- **ACTIVITY**: In the entries below, the word "bottom" appears on some lines. Copy each of those lines.

- **INFORMATION GIVEN**:
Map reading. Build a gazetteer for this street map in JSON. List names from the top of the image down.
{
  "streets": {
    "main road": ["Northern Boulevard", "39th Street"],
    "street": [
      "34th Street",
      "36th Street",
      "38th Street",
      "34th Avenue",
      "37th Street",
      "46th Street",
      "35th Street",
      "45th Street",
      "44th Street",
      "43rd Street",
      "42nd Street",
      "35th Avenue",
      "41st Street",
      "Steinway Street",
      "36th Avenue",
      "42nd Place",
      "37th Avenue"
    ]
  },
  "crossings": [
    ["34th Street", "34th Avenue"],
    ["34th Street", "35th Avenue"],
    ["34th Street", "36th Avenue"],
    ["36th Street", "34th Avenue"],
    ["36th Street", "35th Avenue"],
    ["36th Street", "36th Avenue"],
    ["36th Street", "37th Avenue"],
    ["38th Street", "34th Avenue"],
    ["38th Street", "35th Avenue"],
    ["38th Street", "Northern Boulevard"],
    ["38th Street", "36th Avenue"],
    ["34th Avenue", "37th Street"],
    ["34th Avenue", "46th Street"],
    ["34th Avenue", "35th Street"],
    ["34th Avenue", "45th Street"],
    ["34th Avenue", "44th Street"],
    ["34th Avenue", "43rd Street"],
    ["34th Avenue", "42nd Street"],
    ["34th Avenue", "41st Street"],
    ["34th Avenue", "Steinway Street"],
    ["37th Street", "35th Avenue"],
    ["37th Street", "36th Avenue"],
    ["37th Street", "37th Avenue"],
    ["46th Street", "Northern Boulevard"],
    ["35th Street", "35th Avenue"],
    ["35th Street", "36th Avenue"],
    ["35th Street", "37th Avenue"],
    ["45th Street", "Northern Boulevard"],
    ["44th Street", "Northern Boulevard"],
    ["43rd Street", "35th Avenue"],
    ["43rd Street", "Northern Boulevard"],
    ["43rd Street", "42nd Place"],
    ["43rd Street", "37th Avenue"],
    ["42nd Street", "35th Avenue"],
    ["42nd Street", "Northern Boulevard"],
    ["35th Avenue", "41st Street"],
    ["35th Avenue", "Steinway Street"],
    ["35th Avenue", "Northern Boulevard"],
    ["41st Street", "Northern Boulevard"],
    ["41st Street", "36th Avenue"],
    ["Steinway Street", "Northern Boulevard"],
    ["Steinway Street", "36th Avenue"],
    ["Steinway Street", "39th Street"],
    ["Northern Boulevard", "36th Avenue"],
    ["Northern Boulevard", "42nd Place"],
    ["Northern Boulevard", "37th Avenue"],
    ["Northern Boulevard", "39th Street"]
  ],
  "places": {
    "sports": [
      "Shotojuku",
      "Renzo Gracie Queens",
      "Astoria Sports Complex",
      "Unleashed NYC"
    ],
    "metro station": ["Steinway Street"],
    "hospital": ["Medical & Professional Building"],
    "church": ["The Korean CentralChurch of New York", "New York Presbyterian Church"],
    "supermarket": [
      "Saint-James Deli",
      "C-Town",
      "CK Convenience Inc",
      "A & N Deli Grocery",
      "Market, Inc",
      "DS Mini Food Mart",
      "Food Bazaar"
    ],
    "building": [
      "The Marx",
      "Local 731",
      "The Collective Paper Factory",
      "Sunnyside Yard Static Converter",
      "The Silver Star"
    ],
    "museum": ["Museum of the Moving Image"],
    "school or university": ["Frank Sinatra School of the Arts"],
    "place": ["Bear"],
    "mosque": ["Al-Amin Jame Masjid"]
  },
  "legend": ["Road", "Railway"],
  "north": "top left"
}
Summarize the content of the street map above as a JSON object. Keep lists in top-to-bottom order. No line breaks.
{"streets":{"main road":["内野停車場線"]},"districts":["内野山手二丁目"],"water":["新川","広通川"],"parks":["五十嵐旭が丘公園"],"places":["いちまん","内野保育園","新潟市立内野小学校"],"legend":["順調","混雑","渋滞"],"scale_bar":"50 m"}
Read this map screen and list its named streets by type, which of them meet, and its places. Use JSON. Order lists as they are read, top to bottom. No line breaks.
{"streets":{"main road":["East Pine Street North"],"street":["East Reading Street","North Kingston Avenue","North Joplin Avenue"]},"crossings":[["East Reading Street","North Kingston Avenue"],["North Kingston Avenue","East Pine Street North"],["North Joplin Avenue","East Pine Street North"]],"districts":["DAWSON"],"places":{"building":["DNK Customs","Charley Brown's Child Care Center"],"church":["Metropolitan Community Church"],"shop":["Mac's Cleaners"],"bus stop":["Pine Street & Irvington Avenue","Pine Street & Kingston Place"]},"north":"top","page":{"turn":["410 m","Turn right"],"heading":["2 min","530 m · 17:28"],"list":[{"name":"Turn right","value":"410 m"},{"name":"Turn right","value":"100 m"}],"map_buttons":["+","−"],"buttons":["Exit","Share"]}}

- **ANSWER SPACE**:
Summarize the content of the street map above as a JSON object. Keep lists in top-to-bottom order. No line breaks.
Read this map screen and list its named streets by type, which of them meet, and its places. Use JSON. Order lists as they are read, top to bottom. No line breaks.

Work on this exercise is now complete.